Greenland has looked to nearby Iceland to learn from its experiences with tourism, says Air Greenland Group CEO Jacob Nitter Sørensen. Tiny Iceland still has about seven times the population of its western neighbour.

Nuuk’s new airport will become the new trans-Atlantic hub for Air Greenland, the national carrier. It flies to 14 airports and 46 heliports across the territory.

“Of course, there are discussions about avoiding mass tourism. But right now, I think there is a natural limit in terms of the receiving capacity,” Nitter says.

Air Greenland doesn’t fly nonstop from the U.S. because there isn’t currently enough space to accommodate all travellers in hotels, Nitter says. Air Greenland is building a new hotel in Ilulissat to increase capacity when the airport opens.

Nuuk has just over 550 hotel rooms, according to government documents. A tourism analysis published by Visit Greenland predicts there could be a shortage in rooms beginning in 2027. Most U.S. visitors will stay four to 10 nights, according to traveler sentiment data from Visit Greenland.
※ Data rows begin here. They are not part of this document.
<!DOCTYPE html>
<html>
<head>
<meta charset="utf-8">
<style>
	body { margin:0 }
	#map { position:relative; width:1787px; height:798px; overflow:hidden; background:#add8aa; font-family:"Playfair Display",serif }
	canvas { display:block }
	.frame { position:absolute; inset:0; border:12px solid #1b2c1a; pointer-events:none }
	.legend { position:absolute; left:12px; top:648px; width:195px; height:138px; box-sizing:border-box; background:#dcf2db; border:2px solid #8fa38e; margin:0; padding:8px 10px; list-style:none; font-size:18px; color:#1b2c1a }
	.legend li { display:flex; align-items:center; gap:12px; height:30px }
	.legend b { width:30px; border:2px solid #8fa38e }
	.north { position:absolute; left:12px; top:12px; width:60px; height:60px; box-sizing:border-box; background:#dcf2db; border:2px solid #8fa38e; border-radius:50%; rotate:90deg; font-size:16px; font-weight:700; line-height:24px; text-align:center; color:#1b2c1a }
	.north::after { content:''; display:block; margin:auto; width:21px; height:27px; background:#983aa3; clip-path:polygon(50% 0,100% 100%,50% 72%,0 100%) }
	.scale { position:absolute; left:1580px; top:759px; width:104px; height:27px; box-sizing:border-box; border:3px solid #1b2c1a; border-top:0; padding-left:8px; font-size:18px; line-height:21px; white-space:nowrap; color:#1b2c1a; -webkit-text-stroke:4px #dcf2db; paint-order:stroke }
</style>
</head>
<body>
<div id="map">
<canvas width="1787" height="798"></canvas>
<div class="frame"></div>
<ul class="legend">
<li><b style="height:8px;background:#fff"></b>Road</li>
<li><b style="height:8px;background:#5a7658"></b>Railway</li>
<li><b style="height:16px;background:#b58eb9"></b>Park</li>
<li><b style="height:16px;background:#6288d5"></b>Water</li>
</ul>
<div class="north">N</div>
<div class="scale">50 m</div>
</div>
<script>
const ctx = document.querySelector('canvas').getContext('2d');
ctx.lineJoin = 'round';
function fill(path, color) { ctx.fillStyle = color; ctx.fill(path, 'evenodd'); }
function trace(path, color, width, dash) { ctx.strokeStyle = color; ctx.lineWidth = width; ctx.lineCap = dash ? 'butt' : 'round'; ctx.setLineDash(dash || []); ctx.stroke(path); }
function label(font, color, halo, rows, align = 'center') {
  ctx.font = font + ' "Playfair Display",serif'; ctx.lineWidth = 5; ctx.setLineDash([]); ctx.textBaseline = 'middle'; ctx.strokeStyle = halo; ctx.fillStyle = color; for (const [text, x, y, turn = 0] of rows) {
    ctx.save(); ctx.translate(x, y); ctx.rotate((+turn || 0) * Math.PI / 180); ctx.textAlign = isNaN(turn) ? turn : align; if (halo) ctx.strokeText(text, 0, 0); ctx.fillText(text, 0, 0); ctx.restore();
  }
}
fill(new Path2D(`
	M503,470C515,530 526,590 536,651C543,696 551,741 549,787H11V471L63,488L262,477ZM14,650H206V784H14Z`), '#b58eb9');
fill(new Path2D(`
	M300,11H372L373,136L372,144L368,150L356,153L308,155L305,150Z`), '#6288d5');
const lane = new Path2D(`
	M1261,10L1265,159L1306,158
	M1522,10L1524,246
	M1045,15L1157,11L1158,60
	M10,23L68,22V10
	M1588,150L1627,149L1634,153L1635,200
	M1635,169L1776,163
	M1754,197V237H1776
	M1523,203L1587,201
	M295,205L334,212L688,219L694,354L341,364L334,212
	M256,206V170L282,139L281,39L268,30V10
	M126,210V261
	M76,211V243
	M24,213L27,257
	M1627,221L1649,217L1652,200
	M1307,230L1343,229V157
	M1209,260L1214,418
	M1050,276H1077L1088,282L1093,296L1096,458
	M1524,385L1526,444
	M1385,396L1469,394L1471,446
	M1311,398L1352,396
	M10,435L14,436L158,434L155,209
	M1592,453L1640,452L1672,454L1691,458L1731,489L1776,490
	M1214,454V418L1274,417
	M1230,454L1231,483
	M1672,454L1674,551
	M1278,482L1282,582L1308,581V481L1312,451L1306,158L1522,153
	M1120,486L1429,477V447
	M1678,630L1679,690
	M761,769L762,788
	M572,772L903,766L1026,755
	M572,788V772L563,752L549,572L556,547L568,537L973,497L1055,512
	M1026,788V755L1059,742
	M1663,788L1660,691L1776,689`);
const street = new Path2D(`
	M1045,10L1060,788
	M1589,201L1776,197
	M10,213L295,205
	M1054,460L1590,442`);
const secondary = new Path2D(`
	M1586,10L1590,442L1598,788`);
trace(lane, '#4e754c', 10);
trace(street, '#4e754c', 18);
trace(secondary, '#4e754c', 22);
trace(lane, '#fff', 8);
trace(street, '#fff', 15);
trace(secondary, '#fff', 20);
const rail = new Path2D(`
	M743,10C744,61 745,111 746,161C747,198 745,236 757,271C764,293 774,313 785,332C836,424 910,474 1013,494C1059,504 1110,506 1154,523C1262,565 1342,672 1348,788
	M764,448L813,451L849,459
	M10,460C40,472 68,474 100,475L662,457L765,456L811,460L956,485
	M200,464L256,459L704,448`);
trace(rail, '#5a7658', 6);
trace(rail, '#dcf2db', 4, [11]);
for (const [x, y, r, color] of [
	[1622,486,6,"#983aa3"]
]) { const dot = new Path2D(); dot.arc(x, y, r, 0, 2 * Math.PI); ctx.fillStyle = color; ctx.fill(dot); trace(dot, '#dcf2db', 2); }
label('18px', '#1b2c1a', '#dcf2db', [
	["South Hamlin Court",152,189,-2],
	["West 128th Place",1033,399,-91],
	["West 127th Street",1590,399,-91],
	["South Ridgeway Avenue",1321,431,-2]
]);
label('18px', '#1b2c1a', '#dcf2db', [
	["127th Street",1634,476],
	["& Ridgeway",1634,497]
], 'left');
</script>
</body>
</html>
As travel picks up, visitors should expect more changes. Officials expect to pass new legislation that would further regulate tourism in time for the 2025 season. Rules on zoning would give local communities the power to limit tourism when needed, says Naaja H. Nathanielsen, minister for business, trade, raw materials, justice and gender equality.

Areas in a so-called red zone would ban tour operators. In northern Greenland, traditional hunting takes place at certain times of year and requires silence, which doesn’t work with cruise ships coming in, Nathanielsen says.

Part of the proposal would require tour operators to be locally based to ensure they pay taxes in Greenland and so that tourists receive local knowledge of the culture. Nathanielsen also plans to introduce a proposal to govern cruise tourism to ensure more travelers stay and eat locally, rather than just walk around for a few hours and grab a cup of coffee, she says.

Public sentiment has remained in favour of tourism as visitor arrivals have increased, Nathanielsen says.

—Roshan Fernandez contributed to this article.